- **Your goal**:
Check every line of the material below for the string "strokeStyle", and return the ones that have it.

+++ Exercise data +++

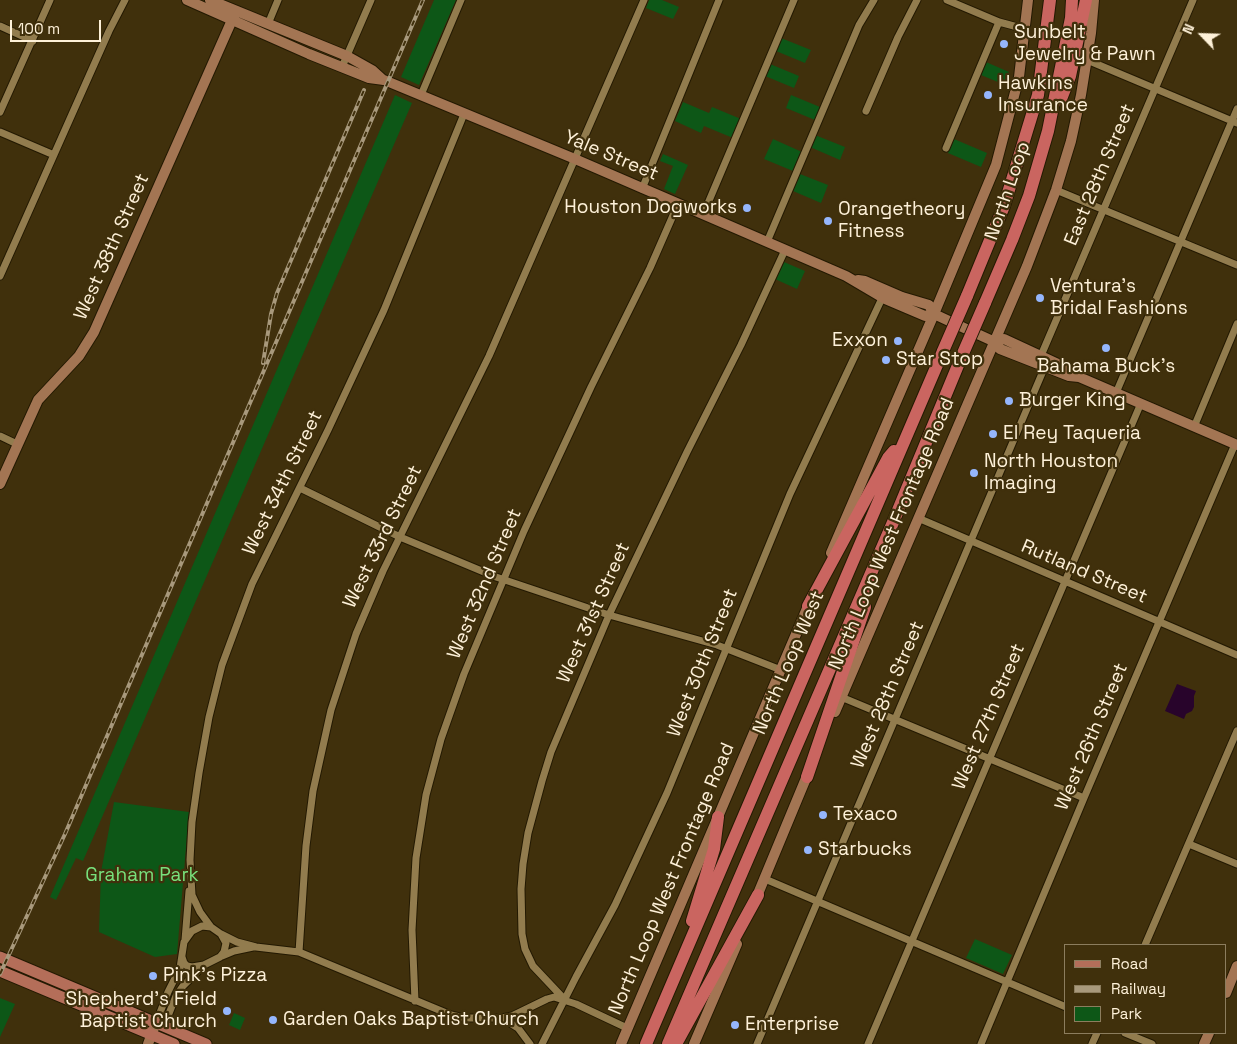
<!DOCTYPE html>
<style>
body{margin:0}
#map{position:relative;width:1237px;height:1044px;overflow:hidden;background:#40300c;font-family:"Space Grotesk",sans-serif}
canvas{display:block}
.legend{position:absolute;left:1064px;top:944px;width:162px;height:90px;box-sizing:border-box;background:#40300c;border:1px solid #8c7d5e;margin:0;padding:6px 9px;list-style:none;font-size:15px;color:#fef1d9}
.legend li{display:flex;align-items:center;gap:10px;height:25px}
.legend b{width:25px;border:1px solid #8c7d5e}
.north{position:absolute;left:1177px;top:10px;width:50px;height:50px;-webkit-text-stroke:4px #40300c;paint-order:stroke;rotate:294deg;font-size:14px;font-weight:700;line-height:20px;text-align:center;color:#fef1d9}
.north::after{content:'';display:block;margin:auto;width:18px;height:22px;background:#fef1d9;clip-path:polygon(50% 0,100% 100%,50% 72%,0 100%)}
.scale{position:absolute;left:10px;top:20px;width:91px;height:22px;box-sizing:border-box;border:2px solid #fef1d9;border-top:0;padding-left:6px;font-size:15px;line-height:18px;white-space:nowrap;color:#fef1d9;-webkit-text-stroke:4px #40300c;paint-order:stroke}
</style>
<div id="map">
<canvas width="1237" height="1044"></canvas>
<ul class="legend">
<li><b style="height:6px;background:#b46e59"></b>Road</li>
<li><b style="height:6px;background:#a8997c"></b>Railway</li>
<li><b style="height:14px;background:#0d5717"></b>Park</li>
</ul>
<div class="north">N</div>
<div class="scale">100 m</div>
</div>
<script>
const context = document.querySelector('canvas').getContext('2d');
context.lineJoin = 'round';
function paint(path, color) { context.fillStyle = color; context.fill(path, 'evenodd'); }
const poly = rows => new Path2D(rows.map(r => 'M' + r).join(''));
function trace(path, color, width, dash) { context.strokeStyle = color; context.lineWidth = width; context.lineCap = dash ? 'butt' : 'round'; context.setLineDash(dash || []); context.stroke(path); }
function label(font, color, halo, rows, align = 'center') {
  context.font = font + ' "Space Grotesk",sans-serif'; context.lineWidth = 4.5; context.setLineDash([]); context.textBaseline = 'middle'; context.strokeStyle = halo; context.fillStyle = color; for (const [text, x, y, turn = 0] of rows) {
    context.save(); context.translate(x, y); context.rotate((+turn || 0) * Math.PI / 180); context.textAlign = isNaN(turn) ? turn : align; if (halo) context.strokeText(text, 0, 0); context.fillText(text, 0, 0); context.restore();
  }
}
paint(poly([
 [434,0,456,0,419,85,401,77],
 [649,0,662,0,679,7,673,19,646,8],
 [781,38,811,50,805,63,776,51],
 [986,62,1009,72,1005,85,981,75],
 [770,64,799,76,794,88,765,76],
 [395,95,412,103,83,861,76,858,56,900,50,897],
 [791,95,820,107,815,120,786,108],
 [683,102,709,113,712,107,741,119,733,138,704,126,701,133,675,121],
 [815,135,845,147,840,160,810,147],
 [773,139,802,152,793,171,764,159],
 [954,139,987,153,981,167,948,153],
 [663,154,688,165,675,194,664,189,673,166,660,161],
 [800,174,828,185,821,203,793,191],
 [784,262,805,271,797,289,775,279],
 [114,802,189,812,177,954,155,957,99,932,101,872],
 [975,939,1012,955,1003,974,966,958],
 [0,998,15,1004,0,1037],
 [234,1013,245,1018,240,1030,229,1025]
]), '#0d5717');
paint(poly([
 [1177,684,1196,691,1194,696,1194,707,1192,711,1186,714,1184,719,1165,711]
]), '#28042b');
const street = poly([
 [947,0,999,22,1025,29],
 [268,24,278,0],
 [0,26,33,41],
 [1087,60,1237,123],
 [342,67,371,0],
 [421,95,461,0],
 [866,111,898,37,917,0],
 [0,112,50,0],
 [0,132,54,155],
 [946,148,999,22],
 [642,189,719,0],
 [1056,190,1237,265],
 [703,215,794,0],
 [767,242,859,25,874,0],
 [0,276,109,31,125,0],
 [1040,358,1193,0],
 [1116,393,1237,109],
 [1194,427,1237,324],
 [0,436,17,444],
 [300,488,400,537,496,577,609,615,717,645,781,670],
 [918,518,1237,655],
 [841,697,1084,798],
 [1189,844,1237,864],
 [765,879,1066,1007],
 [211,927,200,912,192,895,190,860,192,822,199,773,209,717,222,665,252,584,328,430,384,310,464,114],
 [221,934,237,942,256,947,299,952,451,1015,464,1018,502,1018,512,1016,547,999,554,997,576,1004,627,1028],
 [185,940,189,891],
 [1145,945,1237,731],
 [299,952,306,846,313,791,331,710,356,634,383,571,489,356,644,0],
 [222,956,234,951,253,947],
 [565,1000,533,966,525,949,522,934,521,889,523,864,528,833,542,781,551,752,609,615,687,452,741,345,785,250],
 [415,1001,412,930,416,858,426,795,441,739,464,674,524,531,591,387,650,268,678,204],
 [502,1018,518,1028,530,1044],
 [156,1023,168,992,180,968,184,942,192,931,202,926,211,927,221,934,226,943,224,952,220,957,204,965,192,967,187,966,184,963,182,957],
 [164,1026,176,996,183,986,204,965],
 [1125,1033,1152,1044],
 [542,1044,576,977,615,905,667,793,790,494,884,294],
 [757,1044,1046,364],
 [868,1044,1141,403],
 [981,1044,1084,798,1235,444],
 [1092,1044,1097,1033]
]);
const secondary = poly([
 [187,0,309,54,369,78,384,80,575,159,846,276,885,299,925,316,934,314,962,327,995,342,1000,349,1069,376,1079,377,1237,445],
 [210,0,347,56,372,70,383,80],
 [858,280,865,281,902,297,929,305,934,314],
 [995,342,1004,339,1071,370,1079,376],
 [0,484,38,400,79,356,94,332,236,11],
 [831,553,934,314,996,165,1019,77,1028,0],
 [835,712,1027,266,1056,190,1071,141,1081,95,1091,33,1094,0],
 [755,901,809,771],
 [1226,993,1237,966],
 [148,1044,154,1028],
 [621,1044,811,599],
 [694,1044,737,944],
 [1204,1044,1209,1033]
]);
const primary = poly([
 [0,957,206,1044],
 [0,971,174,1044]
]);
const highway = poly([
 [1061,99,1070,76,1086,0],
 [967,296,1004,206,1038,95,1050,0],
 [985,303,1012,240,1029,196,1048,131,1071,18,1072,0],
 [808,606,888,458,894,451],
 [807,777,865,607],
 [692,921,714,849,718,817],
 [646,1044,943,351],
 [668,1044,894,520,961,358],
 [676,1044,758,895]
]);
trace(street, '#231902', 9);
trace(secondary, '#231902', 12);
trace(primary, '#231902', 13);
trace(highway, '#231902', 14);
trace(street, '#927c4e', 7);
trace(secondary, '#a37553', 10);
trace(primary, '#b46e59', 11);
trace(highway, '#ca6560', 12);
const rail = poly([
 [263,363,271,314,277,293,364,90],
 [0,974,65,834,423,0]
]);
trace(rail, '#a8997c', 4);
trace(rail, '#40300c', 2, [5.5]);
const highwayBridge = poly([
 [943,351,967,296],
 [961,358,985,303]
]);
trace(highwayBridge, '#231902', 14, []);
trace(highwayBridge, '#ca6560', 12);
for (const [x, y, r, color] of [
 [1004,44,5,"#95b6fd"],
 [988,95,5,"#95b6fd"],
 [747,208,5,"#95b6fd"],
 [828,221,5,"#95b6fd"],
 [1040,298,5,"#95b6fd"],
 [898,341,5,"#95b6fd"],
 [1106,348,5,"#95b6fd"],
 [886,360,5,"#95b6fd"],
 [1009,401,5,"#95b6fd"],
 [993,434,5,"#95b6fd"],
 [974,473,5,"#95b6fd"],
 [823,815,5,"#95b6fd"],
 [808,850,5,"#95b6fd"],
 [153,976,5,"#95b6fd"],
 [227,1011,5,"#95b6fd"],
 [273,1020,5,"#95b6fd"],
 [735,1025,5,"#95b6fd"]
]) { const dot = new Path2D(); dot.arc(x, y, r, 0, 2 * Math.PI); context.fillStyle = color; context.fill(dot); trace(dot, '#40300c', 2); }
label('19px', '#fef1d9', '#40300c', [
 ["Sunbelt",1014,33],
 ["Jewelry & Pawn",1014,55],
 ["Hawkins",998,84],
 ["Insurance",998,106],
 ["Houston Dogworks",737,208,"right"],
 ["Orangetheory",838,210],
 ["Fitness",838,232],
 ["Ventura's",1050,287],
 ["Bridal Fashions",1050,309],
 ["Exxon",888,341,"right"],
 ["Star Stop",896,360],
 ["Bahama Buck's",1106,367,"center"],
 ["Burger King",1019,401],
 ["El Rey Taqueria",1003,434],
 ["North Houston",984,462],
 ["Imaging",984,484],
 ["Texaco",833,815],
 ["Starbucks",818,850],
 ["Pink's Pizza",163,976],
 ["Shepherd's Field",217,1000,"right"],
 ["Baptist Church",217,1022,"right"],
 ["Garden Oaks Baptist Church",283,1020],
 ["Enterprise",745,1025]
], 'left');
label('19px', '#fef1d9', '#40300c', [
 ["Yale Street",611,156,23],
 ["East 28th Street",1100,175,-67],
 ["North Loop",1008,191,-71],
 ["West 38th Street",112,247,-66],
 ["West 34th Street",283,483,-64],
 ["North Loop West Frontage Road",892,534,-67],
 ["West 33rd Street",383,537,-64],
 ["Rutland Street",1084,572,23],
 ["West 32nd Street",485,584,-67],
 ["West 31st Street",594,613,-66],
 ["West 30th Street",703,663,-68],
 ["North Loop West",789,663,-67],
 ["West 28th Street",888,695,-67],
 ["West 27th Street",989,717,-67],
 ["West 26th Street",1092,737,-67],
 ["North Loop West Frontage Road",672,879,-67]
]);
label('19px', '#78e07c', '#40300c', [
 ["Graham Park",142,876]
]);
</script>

+++

- **Result for this exercise**:
function trace(path, color, width, dash) { context.strokeStyle = color; context.lineWidth = width; context.lineCap = dash ? 'butt' : 'round'; context.setLineDash(dash || []); context.stroke(path); }
  context.font = font + ' "Space Grotesk",sans-serif'; context.lineWidth = 4.5; context.setLineDash([]); context.textBaseline = 'middle'; context.strokeStyle = halo; context.fillStyle = color; for (const [text, x, y, turn = 0] of rows) {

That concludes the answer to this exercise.